I movimenti dei prezzi sui mercati finanziari registrati nel corso degli ultimi giorni confermano quanto la propensione al rischio degli investitori sia sensibile agli sviluppi sul fronte degli scambi commerciali. La decisione del presidente Trump della scorsa settimana di applicare dazi del 10% su 300 miliardi di dollari di export cinese ha sorpreso gli operatori e ha alimentato nuovamente i timori di una forte escalation del conflitto commerciale globale. Le notizie del blocco delle importazioni di prodotti agricoli statunitensi da parte della Cina e dell’indebolimento dello yuan che, per la prima volta dal 2008, ha toccato la fatidica soglia delle 7 unità per dollaro, hanno intensificato queste preoccupazioni.

L’impatto economico diretto dell’ultima tornata di dazi imposta da Trump sembra piuttosto limitato, quello indiretto sul clima imprenditoriale e sui piani di espansione economica preoccupa di più. Sebbene alcuni indicatori chiave delle ultime settimane abbiano mostrato timidi segnali di una stabilizzazione dello slancio macroeconomico globale, la fiducia delle imprese rimane fragile, in particolare nel settore manifatturiero. Il grande rischio è che un ulteriore deterioramento del sentiment legato al business possa destabilizzare gli investimenti (già deboli) oltre che i piani legati al rilancio dell’occupazione nel settore manifatturiero e ripercuotersi sul settore dei servizi e sulla spesa dei consumatori, che fino ad ora avevano dimostrato una certa resilienza. La scala di questi rischi è difficile da calibrare, tuttavia la direzione è chiara – ogni escalation delle tensioni commerciali viene giustamente interpretata come l’ennesima minaccia alla crescita globale.

Nel breve termine, ci aspettiamo che la Cina metta in campo ulteriori misure di stimolo nel tentativo di proteggere l’economia di Pechino da sviluppi negativi sul fronte commerciale. Oltre a ciò, le banche centrali delle principali economie faranno del loro meglio per allentare le tensioni economiche. Tuttavia, fino a quando non sarà ben chiaro il percorso per una significativa attenuazione del conflitto Cina-USA, questo tipo di interventi politici probabilmente compenserà solo in parte l’impatto dominante delle preoccupazioni sul sentiment economico e di mercato.

Mentre l’attenzione di breve degli investitori si concentra sul rischio di una controversia prolungata tra Cina e Stati Uniti, sta emergendo un altro timore: la preoccupazione che i conflitti commerciali stiano diventando un tema globale più ampio. Gli operatori stanno già cercando di valutare l’impatto dell’attuale disputa tra Giappone e Corea e non escludono una ripresa degli interventi Usa sui rapporti commerciali con la zona euro. Al di là di questo, il calo dello yuan ha già catturato l’attenzione di Trump e la potenzialità di una guerra valutaria rischia di dare il via a nuovi conflitti.

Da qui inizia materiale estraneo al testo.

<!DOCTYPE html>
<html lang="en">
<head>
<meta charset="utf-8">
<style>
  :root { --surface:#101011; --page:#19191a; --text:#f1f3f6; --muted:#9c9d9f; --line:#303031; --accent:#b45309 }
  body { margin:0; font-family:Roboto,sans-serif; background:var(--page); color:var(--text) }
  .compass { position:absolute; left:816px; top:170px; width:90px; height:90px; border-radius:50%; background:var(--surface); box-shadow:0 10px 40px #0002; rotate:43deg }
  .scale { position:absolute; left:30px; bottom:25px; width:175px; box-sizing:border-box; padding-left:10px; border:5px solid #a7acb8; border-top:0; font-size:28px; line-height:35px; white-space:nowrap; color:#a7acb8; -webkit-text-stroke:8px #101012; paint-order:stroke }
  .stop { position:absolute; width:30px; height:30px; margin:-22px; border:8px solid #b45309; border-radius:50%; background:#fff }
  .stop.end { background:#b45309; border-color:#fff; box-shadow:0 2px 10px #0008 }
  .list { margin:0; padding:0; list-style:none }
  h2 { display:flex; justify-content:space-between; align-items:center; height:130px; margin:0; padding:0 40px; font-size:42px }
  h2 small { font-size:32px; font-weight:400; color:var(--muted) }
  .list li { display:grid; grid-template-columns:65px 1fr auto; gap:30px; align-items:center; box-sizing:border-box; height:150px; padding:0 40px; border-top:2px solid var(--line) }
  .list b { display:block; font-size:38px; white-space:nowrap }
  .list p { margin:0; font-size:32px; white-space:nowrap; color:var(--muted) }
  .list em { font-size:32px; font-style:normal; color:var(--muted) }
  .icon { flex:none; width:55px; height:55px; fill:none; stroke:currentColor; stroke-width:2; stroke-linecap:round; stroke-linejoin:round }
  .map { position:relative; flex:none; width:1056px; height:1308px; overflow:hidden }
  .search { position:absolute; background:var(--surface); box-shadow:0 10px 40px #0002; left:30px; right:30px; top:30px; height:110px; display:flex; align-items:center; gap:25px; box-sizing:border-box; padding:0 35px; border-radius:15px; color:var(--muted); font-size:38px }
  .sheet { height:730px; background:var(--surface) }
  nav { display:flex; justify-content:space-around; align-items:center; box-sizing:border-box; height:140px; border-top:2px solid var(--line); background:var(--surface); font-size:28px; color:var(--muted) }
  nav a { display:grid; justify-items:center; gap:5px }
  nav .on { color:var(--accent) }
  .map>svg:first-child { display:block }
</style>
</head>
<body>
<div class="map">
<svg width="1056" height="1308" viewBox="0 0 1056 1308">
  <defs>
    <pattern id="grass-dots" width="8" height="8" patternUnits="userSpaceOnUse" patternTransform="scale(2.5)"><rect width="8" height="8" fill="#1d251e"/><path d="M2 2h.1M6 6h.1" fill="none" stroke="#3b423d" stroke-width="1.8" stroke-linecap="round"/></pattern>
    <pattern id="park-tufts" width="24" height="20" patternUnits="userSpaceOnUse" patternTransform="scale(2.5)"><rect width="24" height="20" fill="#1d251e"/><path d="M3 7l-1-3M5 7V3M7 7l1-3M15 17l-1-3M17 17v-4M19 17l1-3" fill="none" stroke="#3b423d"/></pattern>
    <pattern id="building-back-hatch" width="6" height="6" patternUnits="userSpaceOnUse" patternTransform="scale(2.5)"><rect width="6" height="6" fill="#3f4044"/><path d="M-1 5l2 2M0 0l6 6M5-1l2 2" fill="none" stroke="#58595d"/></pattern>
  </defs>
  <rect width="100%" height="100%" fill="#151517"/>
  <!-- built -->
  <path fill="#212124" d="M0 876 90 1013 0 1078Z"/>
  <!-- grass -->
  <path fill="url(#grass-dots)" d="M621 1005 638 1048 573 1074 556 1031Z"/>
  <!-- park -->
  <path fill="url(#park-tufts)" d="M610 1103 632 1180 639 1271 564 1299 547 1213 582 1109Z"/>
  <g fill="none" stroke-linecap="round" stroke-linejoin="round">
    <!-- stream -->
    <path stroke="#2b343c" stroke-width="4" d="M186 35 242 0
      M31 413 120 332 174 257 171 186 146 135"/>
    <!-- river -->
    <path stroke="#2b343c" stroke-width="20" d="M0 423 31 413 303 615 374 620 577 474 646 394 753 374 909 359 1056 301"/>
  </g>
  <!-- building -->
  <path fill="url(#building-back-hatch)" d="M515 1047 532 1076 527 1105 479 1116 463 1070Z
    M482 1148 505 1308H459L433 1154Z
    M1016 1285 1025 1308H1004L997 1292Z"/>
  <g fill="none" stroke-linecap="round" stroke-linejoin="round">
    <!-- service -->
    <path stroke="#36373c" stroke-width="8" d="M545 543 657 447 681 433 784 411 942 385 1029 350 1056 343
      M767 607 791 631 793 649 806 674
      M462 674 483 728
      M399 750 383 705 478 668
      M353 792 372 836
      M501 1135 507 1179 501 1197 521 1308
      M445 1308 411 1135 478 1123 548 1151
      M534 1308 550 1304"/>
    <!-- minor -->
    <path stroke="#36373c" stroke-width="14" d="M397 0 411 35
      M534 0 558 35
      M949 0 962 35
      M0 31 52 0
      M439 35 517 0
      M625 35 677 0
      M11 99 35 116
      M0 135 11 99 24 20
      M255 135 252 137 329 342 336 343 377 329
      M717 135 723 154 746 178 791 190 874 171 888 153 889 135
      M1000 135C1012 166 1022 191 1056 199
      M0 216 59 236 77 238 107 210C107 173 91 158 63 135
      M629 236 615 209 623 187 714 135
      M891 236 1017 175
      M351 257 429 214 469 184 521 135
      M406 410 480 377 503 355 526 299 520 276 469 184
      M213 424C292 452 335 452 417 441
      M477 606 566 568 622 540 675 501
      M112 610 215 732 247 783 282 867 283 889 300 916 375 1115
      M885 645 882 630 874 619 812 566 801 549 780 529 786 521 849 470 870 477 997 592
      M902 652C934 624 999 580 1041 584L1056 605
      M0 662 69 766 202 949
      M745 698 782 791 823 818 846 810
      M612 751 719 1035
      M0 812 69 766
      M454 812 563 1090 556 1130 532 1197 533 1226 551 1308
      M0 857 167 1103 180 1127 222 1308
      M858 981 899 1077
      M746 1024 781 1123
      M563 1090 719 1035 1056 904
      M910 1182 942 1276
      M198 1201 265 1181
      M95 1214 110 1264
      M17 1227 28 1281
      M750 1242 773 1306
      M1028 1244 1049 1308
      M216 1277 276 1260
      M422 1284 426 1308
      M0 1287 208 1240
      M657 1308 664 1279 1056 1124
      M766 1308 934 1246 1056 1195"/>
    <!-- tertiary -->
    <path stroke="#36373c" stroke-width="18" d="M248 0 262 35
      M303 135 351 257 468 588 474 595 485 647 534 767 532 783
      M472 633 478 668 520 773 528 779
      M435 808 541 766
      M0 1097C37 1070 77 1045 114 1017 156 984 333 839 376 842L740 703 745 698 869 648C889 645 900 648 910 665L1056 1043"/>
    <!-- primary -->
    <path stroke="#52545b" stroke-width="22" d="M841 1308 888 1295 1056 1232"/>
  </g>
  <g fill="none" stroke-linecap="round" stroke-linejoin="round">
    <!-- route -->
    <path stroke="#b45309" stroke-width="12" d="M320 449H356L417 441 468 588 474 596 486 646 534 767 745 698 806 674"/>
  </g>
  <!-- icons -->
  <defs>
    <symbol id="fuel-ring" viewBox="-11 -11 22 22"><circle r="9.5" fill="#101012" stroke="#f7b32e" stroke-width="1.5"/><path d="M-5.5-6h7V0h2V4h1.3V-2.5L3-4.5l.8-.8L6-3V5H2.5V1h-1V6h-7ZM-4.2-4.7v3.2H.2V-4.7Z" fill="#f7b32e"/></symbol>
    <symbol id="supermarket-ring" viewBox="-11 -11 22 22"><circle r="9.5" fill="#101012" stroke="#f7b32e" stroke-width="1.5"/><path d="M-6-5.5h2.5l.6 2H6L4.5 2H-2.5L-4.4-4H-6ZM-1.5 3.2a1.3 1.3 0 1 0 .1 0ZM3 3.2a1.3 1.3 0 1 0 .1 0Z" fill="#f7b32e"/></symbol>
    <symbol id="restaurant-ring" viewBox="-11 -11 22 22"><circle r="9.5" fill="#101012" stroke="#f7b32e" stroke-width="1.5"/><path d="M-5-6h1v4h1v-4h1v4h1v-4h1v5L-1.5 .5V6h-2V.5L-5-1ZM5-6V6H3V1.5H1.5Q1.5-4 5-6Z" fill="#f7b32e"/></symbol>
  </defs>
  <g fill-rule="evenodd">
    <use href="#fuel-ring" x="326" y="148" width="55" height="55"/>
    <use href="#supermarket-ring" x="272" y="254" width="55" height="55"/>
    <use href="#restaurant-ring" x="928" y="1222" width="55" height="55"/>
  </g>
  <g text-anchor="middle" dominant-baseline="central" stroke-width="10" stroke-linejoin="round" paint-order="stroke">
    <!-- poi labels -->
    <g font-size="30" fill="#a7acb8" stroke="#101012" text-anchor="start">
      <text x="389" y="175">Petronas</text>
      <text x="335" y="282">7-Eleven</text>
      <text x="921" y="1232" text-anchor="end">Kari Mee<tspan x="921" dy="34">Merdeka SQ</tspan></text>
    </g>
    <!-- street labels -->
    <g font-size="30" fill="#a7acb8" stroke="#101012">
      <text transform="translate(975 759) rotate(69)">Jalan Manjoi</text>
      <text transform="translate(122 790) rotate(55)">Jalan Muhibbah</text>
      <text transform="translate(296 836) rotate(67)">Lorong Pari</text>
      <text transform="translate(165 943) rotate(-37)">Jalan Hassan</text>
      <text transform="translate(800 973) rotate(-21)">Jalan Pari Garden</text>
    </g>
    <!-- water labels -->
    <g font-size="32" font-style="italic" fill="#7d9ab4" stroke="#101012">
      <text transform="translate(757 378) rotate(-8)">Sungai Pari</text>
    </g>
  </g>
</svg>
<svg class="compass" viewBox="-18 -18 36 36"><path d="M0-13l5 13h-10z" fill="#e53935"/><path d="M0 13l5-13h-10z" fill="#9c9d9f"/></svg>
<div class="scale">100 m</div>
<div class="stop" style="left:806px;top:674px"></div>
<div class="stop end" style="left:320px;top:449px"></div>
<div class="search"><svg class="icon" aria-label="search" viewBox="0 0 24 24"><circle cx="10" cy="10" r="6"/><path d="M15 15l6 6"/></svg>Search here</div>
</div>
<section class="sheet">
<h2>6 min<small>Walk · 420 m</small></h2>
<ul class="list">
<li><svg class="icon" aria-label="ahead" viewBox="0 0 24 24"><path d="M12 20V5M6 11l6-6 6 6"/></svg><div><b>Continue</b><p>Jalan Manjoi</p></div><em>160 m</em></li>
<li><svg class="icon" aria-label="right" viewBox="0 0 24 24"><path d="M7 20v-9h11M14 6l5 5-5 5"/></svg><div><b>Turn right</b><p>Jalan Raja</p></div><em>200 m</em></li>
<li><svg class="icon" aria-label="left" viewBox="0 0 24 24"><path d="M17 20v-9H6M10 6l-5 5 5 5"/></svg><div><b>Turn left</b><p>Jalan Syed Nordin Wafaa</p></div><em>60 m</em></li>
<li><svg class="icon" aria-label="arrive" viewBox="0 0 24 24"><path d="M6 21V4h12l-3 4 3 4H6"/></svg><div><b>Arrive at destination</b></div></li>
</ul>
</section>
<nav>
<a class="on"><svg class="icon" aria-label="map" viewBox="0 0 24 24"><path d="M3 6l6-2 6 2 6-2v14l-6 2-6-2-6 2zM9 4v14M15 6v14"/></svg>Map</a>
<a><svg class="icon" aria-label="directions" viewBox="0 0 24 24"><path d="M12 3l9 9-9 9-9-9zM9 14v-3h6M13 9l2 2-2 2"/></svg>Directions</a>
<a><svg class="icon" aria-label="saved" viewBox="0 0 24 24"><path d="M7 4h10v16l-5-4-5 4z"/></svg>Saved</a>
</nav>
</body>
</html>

In questa fase avanzata dell’espansione economica, le deliberazioni convenzionali circa lo stato di salute della ripresa ciclica e i tempi di una eventuale prossima recessione rappresentano di solito questioni abbastanza difficili da risolvere per gli investitori. La sfida è ora resa ancora più complicata dall’ipotesi di sviluppi geopolitici imprevedibili e senza precedenti.

Dal momento che la maggior parte delle attività finanziarie hanno già prodotto forti rendimenti quest’anno e che la visibilità sulle prospettive macroeconomiche globali è insolitamente bassa, vediamo un forte incentivo a bloccare alcuni profitti in asset rischiosi e a ritirarsi fino a quando le prospettive di rischio/rendimento non miglioreranno o le prospettive globali diventeranno più prevedibili.